Transparency international a dévoilé le 25 janvier dernier son rapport annuel faisant office aussi de classement de la corruption des pays au niveau mondial. Avec 20 points sur 100, les Comores sont parmi les pays dont l’administration est la plus corrompue au monde. Par Nezif-Hadj Ibrahim
Quelques mois après son élection, et alors qu’il devait faire sa déclaration de patrimoine auprès de cette commission, en septembre 2016, le président Azali Assoumani a supprimé la Commission anticorruption, jugée inefficace et a promis d’autres mécanismes de lutte contre la corruption. Depuis, plus rien. Pour le gouvernement du président Azali, l’année 2020 devait être une année charnière dans la lutte contre la corruption. Mais, jusqu’à présent, ce n’est encore qu’un slogan, si ce n’est un prétexte pour écarter des adversaires politiques comme c’est de coutume en Afrique, notamment dans les États sous une emprise néopatrimoniale et autoritaire.

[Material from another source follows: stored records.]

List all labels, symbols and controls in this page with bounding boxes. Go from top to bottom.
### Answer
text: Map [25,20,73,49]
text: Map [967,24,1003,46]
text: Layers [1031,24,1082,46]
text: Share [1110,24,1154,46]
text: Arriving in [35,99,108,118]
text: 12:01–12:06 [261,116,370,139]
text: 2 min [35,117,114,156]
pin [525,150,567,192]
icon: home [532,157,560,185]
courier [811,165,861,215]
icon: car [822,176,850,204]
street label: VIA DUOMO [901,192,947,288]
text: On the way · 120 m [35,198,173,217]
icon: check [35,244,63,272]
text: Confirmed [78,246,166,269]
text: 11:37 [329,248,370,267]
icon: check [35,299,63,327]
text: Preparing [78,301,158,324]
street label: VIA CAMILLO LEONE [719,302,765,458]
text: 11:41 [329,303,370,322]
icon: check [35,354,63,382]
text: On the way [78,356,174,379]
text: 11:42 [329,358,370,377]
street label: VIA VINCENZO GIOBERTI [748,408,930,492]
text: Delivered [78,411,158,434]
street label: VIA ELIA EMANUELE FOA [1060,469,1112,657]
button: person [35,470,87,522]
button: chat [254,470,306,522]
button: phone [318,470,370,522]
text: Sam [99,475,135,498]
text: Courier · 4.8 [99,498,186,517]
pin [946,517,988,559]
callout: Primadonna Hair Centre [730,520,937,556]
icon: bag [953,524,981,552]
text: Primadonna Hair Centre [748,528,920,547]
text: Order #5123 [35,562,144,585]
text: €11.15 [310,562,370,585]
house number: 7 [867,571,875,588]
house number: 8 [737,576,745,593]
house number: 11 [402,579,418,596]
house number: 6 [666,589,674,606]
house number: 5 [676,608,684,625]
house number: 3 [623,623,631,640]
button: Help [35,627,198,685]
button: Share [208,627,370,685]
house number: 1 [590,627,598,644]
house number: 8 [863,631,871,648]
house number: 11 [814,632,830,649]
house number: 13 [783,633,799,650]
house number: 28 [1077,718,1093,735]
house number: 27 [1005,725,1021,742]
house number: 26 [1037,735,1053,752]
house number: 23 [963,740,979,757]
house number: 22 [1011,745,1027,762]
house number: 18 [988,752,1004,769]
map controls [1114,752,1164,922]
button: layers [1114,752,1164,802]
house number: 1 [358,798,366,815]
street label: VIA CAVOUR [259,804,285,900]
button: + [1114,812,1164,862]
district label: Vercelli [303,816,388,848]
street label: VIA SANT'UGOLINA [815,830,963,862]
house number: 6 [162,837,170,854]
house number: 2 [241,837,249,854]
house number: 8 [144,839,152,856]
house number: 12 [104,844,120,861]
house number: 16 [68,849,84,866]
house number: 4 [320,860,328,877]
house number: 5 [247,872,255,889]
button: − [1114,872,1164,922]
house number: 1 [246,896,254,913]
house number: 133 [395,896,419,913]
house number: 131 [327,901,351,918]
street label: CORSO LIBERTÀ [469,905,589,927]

L’indice de perception de la corruption aux Comores révèle le niveau d’anarchie dans l’administration publique.
La corruption, dans les pays en voie de développement dont le secteur privé est embryonnaire, met à nu le rapport existant entre l’éthique, le respect des règles dans la gestion des affaires publiques et la force des lois en vigueur dans la gestion et le service de l’État. Parfois, elle est révélatrice de la morale publique.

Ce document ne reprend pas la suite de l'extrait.